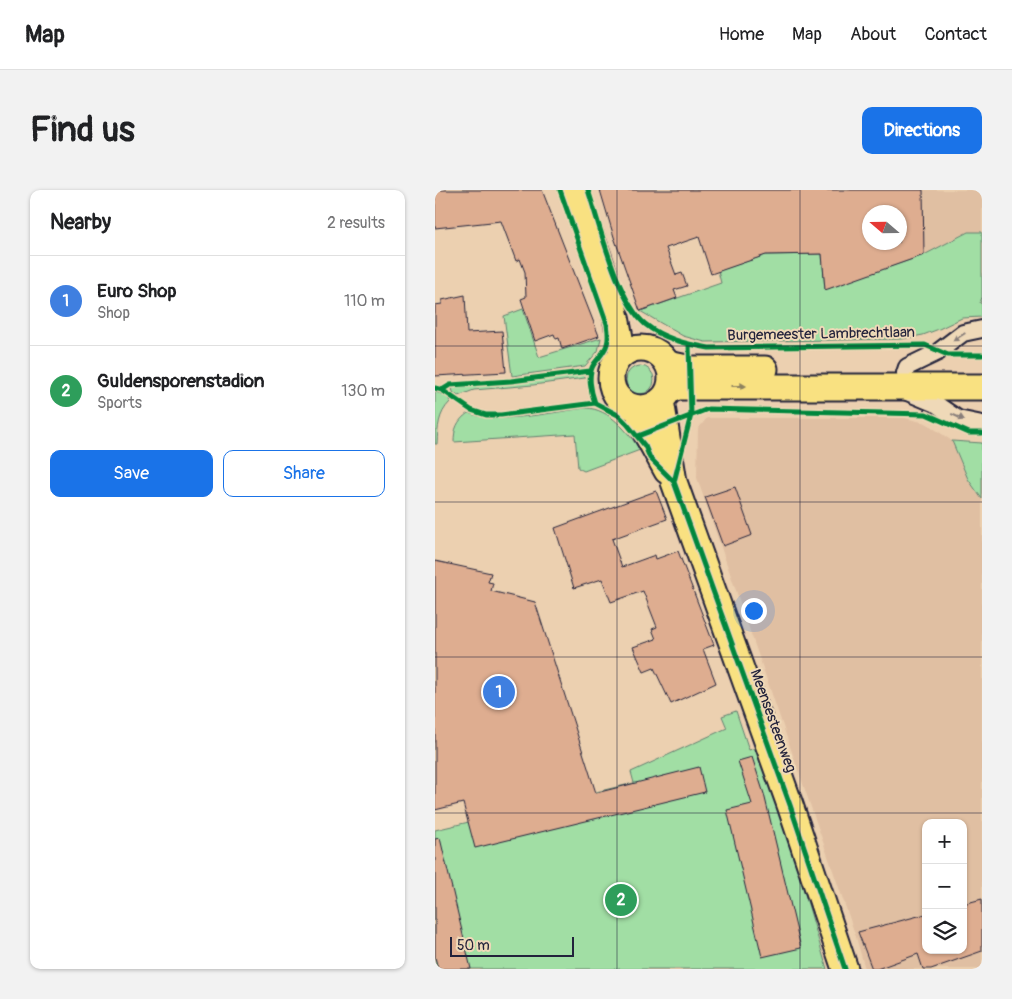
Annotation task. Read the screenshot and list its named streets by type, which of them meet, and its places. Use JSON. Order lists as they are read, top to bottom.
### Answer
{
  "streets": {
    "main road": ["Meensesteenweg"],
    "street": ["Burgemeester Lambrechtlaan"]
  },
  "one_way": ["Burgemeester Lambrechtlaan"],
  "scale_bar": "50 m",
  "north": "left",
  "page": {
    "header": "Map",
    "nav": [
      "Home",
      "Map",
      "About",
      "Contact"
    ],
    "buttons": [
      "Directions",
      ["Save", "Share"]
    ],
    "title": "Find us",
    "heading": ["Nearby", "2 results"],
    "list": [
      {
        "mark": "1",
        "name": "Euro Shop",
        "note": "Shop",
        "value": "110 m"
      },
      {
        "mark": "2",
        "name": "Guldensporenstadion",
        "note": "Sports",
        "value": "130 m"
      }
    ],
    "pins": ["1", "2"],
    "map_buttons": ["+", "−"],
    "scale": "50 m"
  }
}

• • • • •

Without including any pictures, output all the entries above exactly.

Annotation task. Read the screenshot and list its named streets by type, which of them meet, and its places. Use JSON. Order lists as they are read, top to bottom.
### Answer
{
  "streets": {
    "main road": ["Meensesteenweg"],
    "street": ["Burgemeester Lambrechtlaan"]
  },
  "one_way": ["Burgemeester Lambrechtlaan"],
  "scale_bar": "50 m",
  "north": "left",
  "page": {
    "header": "Map",
    "nav": [
      "Home",
      "Map",
      "About",
      "Contact"
    ],
    "buttons": [
      "Directions",
      ["Save", "Share"]
    ],
    "title": "Find us",
    "heading": ["Nearby", "2 results"],
    "list": [
      {
        "mark": "1",
        "name": "Euro Shop",
        "note": "Shop",
        "value": "110 m"
      },
      {
        "mark": "2",
        "name": "Guldensporenstadion",
        "note": "Sports",
        "value": "130 m"
      }
    ],
    "pins": ["1", "2"],
    "map_buttons": ["+", "−"],
    "scale": "50 m"
  }
}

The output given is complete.